See also:
Hanayashika, Asakusa Park, c. 1920
Ryounkaku (Twelve-Storeys), Asakusa
“… Kyoto, with its shrines and handicrafts, is like grandmother’s china cabinet; Asakusa is crazy Aunt Mae’s steamer chest. It’s been around a bit and is full of surprises, laughs and stories that’ll put colour in your cheeks.”
– Riding the Funky Duck in Asakusa, The Globe and Mail, 2005
Asakusa Rokku derived its nickname from its location as the sixth district (rokku) within Asakusa Ward. It has had a long, colorful history of catering to the whims and fancies of Tokyo pleasure-seekers.

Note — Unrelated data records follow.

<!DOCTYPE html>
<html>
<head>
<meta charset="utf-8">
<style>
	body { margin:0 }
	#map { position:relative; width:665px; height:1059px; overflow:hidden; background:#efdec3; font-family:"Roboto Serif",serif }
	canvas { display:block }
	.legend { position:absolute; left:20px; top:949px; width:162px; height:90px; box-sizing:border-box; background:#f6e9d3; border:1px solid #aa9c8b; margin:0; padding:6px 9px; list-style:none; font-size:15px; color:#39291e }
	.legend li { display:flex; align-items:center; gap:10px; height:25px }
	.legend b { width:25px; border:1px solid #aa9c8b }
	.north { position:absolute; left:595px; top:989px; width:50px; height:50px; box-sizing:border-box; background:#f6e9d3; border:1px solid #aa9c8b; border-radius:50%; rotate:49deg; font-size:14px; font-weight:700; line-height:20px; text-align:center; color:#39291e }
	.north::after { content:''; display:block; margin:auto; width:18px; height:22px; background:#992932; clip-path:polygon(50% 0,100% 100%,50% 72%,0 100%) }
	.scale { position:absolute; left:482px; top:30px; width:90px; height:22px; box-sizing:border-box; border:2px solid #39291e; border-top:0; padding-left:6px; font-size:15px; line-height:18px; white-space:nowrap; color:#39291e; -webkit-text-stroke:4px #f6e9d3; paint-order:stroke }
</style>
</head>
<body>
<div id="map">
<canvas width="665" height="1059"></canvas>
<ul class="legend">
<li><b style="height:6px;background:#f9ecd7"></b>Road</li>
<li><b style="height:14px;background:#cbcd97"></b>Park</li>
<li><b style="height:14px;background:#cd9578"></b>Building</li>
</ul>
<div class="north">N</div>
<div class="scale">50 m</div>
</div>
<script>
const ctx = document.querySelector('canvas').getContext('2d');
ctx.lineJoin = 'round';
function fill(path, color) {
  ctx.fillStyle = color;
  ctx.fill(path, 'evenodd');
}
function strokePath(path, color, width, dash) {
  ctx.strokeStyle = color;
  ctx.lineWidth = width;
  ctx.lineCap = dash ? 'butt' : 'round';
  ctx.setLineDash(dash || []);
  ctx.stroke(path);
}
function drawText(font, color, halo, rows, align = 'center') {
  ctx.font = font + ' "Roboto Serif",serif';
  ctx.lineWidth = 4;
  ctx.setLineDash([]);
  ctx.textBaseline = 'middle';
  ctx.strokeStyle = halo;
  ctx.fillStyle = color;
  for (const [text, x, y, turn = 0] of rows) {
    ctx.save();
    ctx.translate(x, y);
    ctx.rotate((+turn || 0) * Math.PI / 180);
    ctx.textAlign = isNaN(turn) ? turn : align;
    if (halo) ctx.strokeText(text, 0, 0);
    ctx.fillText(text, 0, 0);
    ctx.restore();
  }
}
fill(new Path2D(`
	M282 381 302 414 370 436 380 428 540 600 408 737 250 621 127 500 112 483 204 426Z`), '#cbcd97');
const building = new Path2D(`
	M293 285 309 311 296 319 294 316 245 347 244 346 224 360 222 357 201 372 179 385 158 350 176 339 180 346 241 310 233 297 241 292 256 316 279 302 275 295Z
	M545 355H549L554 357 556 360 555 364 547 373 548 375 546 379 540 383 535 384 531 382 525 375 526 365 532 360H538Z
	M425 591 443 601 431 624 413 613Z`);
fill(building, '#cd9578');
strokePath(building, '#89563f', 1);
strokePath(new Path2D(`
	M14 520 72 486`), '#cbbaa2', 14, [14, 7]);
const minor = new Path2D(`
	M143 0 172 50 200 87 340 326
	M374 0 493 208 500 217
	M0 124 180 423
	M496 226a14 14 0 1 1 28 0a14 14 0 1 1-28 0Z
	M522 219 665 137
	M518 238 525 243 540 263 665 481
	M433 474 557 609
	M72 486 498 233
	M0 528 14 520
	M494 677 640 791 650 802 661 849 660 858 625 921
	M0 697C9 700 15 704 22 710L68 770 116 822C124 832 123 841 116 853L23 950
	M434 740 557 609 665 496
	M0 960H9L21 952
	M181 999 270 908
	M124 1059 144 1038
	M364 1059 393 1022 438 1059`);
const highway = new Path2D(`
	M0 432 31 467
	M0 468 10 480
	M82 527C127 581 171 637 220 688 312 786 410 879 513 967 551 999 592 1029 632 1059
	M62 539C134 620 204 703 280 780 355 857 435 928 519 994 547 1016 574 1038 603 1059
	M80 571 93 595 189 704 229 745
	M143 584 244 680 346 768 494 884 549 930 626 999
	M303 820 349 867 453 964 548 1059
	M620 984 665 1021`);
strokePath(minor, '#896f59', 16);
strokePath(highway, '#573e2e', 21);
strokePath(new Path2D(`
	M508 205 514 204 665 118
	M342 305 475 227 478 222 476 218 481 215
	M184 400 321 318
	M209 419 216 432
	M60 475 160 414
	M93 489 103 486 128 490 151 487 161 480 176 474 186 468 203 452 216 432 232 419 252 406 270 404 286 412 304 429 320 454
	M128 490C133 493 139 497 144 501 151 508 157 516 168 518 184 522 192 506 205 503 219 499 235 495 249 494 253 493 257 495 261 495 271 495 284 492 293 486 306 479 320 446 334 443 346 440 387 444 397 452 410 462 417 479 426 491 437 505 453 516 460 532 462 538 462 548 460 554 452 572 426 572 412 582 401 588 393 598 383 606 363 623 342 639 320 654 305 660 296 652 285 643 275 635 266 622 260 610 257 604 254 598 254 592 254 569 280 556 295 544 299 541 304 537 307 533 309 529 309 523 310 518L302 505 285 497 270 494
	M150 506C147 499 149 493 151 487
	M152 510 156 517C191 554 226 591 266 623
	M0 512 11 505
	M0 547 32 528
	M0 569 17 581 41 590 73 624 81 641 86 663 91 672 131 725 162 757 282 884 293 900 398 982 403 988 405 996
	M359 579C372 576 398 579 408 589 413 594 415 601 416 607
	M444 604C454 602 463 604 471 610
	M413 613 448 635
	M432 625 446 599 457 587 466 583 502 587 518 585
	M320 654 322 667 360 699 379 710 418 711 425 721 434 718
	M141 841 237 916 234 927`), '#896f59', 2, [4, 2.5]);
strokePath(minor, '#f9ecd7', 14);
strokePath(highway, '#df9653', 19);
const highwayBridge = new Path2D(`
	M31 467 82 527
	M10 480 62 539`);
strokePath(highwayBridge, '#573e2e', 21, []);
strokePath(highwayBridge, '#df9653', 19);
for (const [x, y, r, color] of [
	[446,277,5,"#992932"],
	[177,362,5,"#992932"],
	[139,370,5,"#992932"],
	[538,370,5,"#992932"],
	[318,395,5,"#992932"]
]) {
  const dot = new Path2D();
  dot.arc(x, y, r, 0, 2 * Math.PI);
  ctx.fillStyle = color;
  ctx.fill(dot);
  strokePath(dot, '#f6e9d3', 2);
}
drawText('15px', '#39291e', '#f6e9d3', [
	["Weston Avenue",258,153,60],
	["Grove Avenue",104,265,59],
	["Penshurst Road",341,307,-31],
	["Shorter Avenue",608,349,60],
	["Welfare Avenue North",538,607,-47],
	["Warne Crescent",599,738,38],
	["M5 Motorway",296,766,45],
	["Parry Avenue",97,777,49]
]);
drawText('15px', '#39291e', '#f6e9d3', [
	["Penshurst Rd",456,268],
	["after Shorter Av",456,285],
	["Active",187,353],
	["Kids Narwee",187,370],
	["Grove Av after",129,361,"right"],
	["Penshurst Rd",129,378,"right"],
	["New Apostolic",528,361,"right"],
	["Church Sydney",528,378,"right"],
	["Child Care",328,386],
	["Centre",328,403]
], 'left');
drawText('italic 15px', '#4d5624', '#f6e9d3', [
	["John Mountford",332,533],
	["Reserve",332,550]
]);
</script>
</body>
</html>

Edo’s Kabuki theater troupes, declared degenerate and subversive by puritanic Tokugawa authorities, were banished in 1841 to the then-hinderland of the Asakusa farm fields located outside the city limits. The move did not so much as remove the problem as it did concentrate “subversiveness” all in one place. Meiji Era officials were less prudish. Kabuki was returned to respectability, and returned to within the city limits, after the Restoration. But Asakusa remained home to the outre of Japanese entertainment.
Rokku continued to host a bawdy mix of working-class pleasures. It was the equivalent of Broadway, off-Broadway, North Beach and Times Square all rolled into one … and much more so. Storytellers, jugglers and dancing girl magicians, vaudeville and dance halls, yose performances, “lantern” shows, movie houses, Shinpa and Shingeki theatre, opera, restaurants to suit all tastes, and, of course, unlicensed prostitution. For a hundred years, until wartime firebombing in 1945 laid waste to the area, Rokku – “Theater Street” – was Tokyo’s cultural lodestar.
“‘Asakusa people are old-fashioned,’ wrote novelist Kawabata Yasunari in the early part of our own century. ‘They look after others and others look after them, they care for others and have a sense of duty, all of them, the dealers and hawkers at the top to the tramps and beggars at the bottom … the toughs in Shibuya and Shinjuku are a new sort than the ones we have here. They don’t have tradition but Asakusa does.'”
– Tokyo, Kyoto & Ancient Nara, Richard Lloyd Parry, 1999
Asakusa’s Denkikan [electric building] would, in 1903, become the first hall in Japan to show movies on a full-time basis. For many years, the Asakusa movie theaters had to show their fare, by law, with the house lights up. Theater seating was segregated between men and women and all the usherettes were required to wear underwear beneath their kimono! The cinema houses and theatres gave way to cabarets and dance revues after the 1923 earthquake; those in turn were replaced with strip shows and topless dancing in the years following WWII.